When I first started looking into RCR123A batteries it was when my company purchased a fair number of Fenix P2Ds (15-20) for the Printing department. I had read here somewhere that full 3.6v RCRs would eliminate the ability to use the lower light levels in that light causing it to instead go into direct drive. At this point I ran across a decent deal for some Tenergy 900mah (claimed) 3.0v protected RCR123As that seemed to be a good fit. I suggested them to my employer and they went ahead and purchased several of them along with a couple chargers.

Now at this point, I am curious about whether or not those are the best way for me to go or not. At the moment I am looking at 3 lights that use 123s and one of them is in the role of long term storage emergency light and therefor isn't really needing rechargeables anyway. Other than that I have a Pila GL2 with Cree LED Module and a Nitecore EX10. My initial thought is to go with the 3.0v even though they likely have reduced capacity over the 3.6, because that way I can completely view them as direct replacements on a 1:1 basis with primaries for any light. The more I think about it however, the more I see some reasons not to head that direction. Both lights I will be using RCRs on are capable of using the 3.6v batteries. The EX10 claims to have full compatibility and the GL2 drop in also works in the GL3 running either 9v of primaries or 2x300P rechargeable li-ions.
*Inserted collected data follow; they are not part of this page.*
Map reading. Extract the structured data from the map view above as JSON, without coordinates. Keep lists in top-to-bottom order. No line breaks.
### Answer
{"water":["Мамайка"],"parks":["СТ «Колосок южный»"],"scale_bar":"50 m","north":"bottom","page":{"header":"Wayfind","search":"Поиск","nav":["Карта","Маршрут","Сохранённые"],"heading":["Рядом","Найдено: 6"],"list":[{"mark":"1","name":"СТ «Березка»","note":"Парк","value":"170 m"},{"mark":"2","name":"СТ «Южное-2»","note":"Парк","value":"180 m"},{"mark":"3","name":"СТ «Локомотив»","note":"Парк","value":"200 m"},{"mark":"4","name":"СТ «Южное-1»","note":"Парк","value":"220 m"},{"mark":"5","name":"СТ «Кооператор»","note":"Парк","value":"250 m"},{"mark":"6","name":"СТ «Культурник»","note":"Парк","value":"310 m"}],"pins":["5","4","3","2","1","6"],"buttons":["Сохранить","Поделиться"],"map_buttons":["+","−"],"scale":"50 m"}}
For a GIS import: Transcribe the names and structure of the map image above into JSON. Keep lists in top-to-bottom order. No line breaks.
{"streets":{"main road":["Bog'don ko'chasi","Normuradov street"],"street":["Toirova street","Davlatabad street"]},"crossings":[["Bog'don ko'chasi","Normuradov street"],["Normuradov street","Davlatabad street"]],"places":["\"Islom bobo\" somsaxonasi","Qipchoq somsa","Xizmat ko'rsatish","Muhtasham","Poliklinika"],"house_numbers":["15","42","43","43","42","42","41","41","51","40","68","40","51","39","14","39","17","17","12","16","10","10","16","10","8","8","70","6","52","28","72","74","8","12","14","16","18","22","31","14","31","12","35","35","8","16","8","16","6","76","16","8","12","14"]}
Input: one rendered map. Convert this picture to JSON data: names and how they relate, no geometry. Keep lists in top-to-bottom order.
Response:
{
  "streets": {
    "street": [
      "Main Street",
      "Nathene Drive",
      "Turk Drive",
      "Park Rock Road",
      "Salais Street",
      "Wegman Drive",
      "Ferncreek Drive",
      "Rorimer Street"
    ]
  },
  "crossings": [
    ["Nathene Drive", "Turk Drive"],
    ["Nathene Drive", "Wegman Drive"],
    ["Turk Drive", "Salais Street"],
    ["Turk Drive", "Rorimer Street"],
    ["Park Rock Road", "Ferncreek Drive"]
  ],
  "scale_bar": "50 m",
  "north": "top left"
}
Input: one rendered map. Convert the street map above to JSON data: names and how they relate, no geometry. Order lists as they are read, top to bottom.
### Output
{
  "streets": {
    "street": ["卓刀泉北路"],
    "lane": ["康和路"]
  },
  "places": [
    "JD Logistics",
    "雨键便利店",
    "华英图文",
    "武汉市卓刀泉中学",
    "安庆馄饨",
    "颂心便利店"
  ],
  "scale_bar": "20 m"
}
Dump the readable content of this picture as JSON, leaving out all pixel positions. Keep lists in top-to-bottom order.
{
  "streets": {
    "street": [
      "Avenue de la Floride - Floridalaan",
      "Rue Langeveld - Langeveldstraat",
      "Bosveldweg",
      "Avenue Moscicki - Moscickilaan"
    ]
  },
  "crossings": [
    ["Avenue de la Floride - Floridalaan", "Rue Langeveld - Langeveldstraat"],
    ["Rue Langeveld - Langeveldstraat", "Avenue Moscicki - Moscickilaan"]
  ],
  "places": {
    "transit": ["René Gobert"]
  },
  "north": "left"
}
Since these 2 lights are all I am considering at the moment, what advantages would I be seeing from 3.6v's over the 3.0v's? What brands are quality and hopefully not too terribly expensive either?
 
The 3.6volts will make the light brighter but you also have to consider the 3volt which would be compatible with almost any light thats out there now........with the 3.6 you have to make sure that your new light purchase will be able to handle that voltage because when fully charged the voltage of the cell will be higher. I use 3volts only and fresh of the charger there around 3.2-3.4volts which all of my lights can handle. I was also taking a look at the Tenergy's so please let me know how they do.
 
I have not had much luck with using 3.0 volt RCR123's in Fenix and other lights that go direct drive and loose thier low levels. That was one of my big gripes about Fenix. My solution was to buy other lights :) but if you have a bunch of Fenix lights it may be your best solution to try the 3.0 volt RCR's - but as you may know their are a couple types of these. One uses a circuit board to limit the voltage whereas the other uses a different chemistry that is closer to 3.0 volt. Closer is key though as it's usually still a bit higher than primaries fresh off the charger and you still may not see much difference on your low settings.
 
I use those Tenergy batteries in my Olight T-10 and they work fine at all levels.
 
taking the Fenix's out the of the picture, looking at just your lights as a separate problem to tackle, the best way to go is the 3.7V protected RCR123s, AW or BatteryStation brand are reliable and of correct dimensions :) (some alternative brand RCR123s are oversized).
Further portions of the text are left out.